BARRY BROCK, Appellant (Defendant),

v.

THE STATE OF WYOMING, Appellee (Plaintiff).

Appeal from the District Court of Natrona County The Honorable Dan Spangler, Judge

Tom Sutherland, Casper, Wyoming, Representing Appellant.

William U. Hill, Attorney General; Paul S. Rehurek, Deputy Attorney General; D. Michael Pauling, Senior Assistant Attorney General; and Hugh Kenny, Senior Assistant Attorney General, Cheyenne, Wyoming, Representing Appellee.

Before LEHMAN, C.J., and THOMAS, MACY, GOLDEN, and TAYLOR, * JJ.

* Chief Justice at time of expedited conference; retired November 2, 1998.

THOMAS, Justice.

[¶1]      Barry Brock (Brock) appeals from the denial of his motion to withdraw his pleas of guilty to one count of aggravated assault and battery, in violation of Wyo. Stat. Ann. § 6-2-502(a)(iii) (Michie 1997), and two counts of making threatening telephone calls, in violation of Wyo. Stat. Ann. § 6-6-103 (Michie 1997). The trial court denied Brock's motion without holding a hearing. We hold that in the absence of a hearing, the allegations in Brock's motion and his affidavit must be taken as true, and those allegations could constitute a fair and just reason for withdrawal of his pleas of guilty. Because the issue will be raised upon remand, we hold that Wyo. Stat. Ann. § 6-6-103 is constitutional.

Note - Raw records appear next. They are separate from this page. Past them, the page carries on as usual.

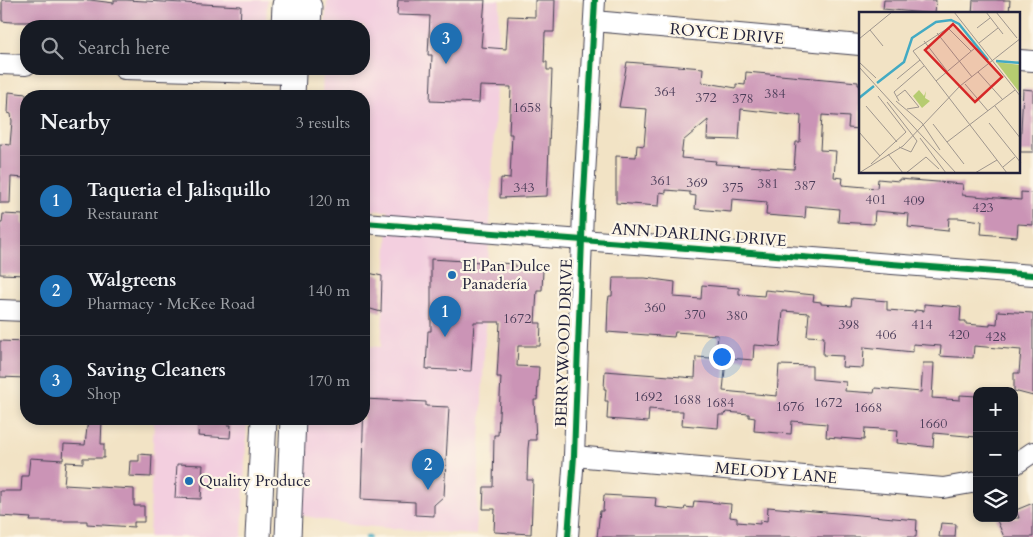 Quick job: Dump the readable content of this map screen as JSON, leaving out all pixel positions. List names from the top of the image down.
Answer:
{
  "streets": {
    "street": [
      "ROYCE DRIVE",
      "ANN DARLING DRIVE",
      "BERRYWOOD DRIVE",
      "MELODY LANE"
    ]
  },
  "crossings": [
    ["ROYCE DRIVE", "BERRYWOOD DRIVE"],
    ["ANN DARLING DRIVE", "BERRYWOOD DRIVE"],
    ["BERRYWOOD DRIVE", "MELODY LANE"]
  ],
  "places": ["El Pan Dulce Panadería", "Quality Produce"],
  "house_numbers": [
    "364",
    "384",
    "372",
    "378",
    "1658",
    "361",
    "369",
    "381",
    "387",
    "343",
    "375",
    "401",
    "409",
    "423",
    "360",
    "370",
    "380",
    "1672",
    "398",
    "414",
    "406",
    "420",
    "428",
    "1692",
    "1688",
    "1684",
    "1672",
    "1676",
    "1668",
    "1660"
  ],
  "page": {
    "search": "Search here",
    "pins": ["3", "1", "2"],
    "heading": ["Nearby", "3 results"],
    "list": [
      {
        "mark": "1",
        "name": "Taqueria el Jalisquillo",
        "note": "Restaurant",
        "value": "120 m"
      },
      {
        "mark": "2",
        "name": "Walgreens",
        "note": "Pharmacy · McKee Road",
        "value": "140 m"
      },
      {
        "mark": "3",
        "name": "Saving Cleaners",
        "note": "Shop",
        "value": "170 m"
      }
    ],
    "map_buttons": ["+", "−"]
  }
}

The Judgment and Sentence of the trial court is reversed, and the case is remanded to the trial court for the purpose either of holding a hearing on Brock's Motion to Withdraw Guilty Pleas or granting his motion.

[¶2]      In the Brief of Appellant, filed on behalf of Brock, the issues that are raised are:

I. Did the trial court err in concluding that Barry Brock's motion to withdraw his guilty pleas should be denied without a hearing when Mr. Brock's motion raised a plethora of intrinsic ineffectiveness claims and when witnesses were ready to testify?

II. Did the trial court err when it refused to rule on Mr. Brock's First Amendment issues?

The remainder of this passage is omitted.